The score of each measure quantifies the patients´ balance ability within the target domain. By plotting the scores relative to the normative score of each measure a personal balance profile is produced. This profile shows:

  • How is the patients´ ability within each balance domain (i.e. how "good" or "bad" does the patient perform within each domain relative to other patients)
  • How is the the patients´ "overall" balance ability (i.e. how "good" or "bad" does the patient perform in all domains overall)
  • How is the patients´ relative abilities between the six domains (i.e. in which domain(s) does the patient perform "worse" and does the patient perform relatively better in some domain(s)) 

The overarching premise of STABLE is that exercises are prescribed to target the most compromised balance domain(s), because this/these domain(s) are the “the weaker link of the chain” and eventually define the patients´ overall balance ability and to which degree the patient is in risk of falls.

In some situations prescribing exercises targeting a domain less compromised can be preferred.
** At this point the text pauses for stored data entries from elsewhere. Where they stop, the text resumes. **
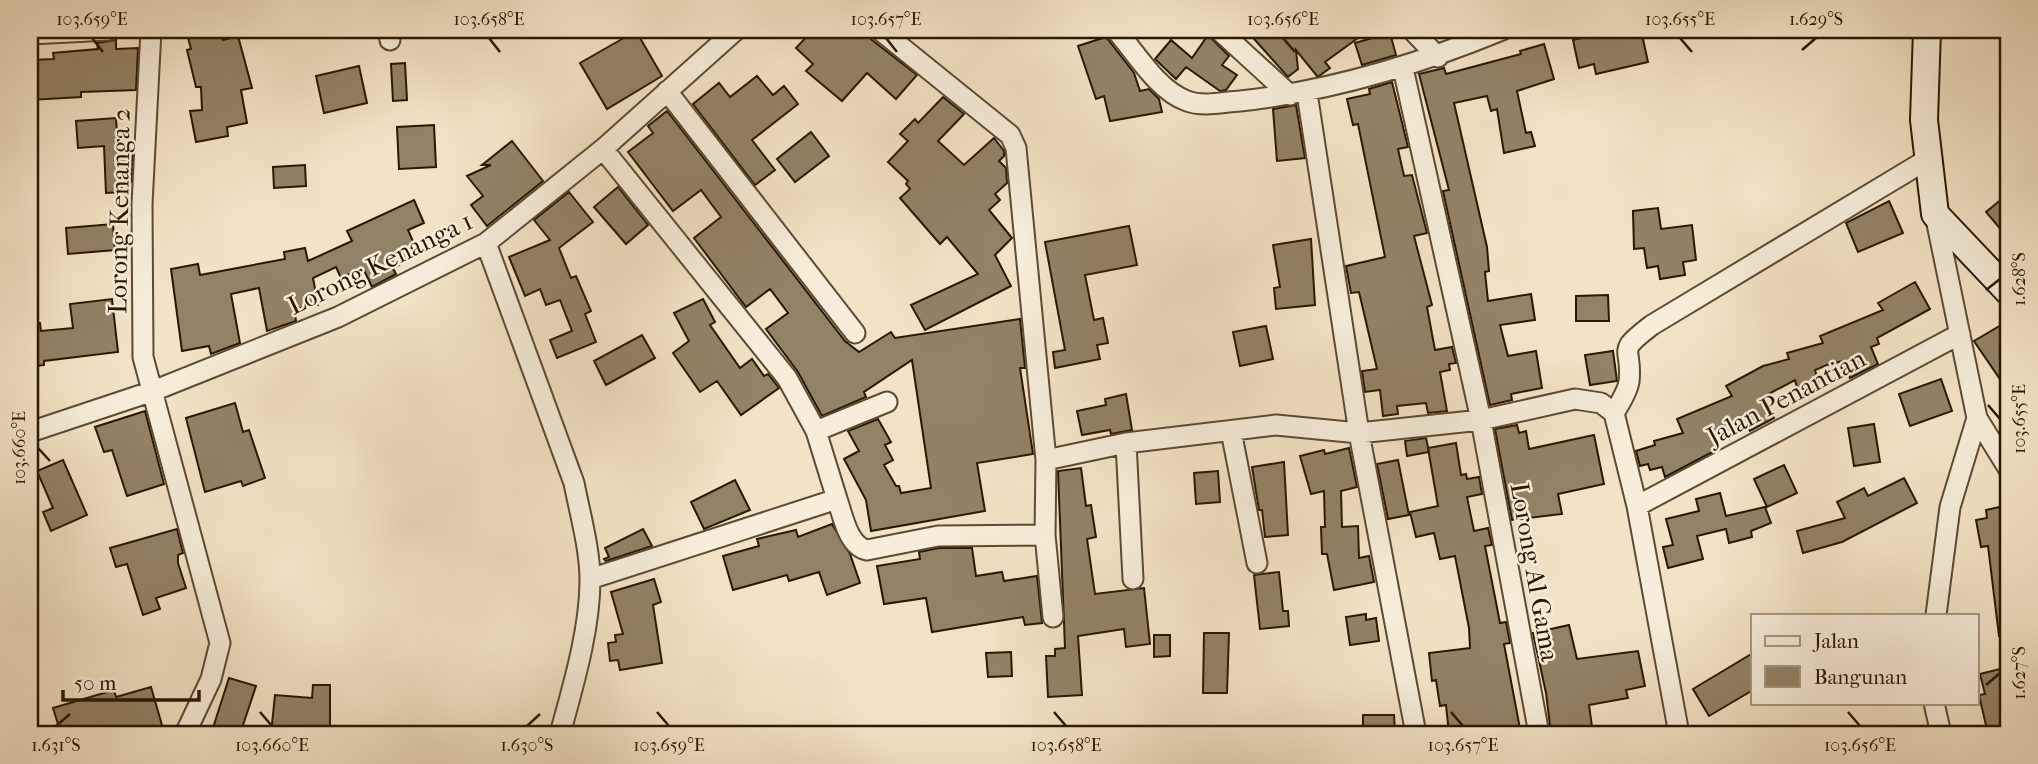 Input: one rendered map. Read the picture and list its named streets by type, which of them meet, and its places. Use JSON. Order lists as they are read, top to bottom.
{
  "streets": {
    "street": [
      "Lorong Kenanga 2",
      "Lorong Kenanga 1",
      "Jalan Penantian",
      "Lorong Al Gama"
    ]
  },
  "crossings": [
    ["Lorong Kenanga 2", "Lorong Kenanga 1"]
  ],
  "legend": ["Jalan", "Bangunan"],
  "scale_bar": "50 m",
  "coordinates": [
    "103.659°E",
    "103.658°E",
    "103.657°E",
    "103.656°E",
    "103.655°E",
    "1.629°S",
    "1.628°S",
    "103.660°E",
    "1.627°S",
    "1.631°S",
    "1.630°S"
  ]
}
For instance, if the patient is too affected by fear of falling to practice exercises related with the most compromised domain or if considering the other principal factors in STABLE (i.e. patients' history, personal preference and impairments of body structures) indicates that prioritizing other exercises is preferable. It is recommendable though, eventually to target the patients' most compromised domain(s) at some time when regarded appropriate in the process of rehabilitation.  

Currently, we offer two methods for producing the STABLE balance profiles. The profiles can be produced "manually" by plotting the patients´ scores relative to the normative values. Additionally, the balance profiles can be produced on this website applying the online calculator.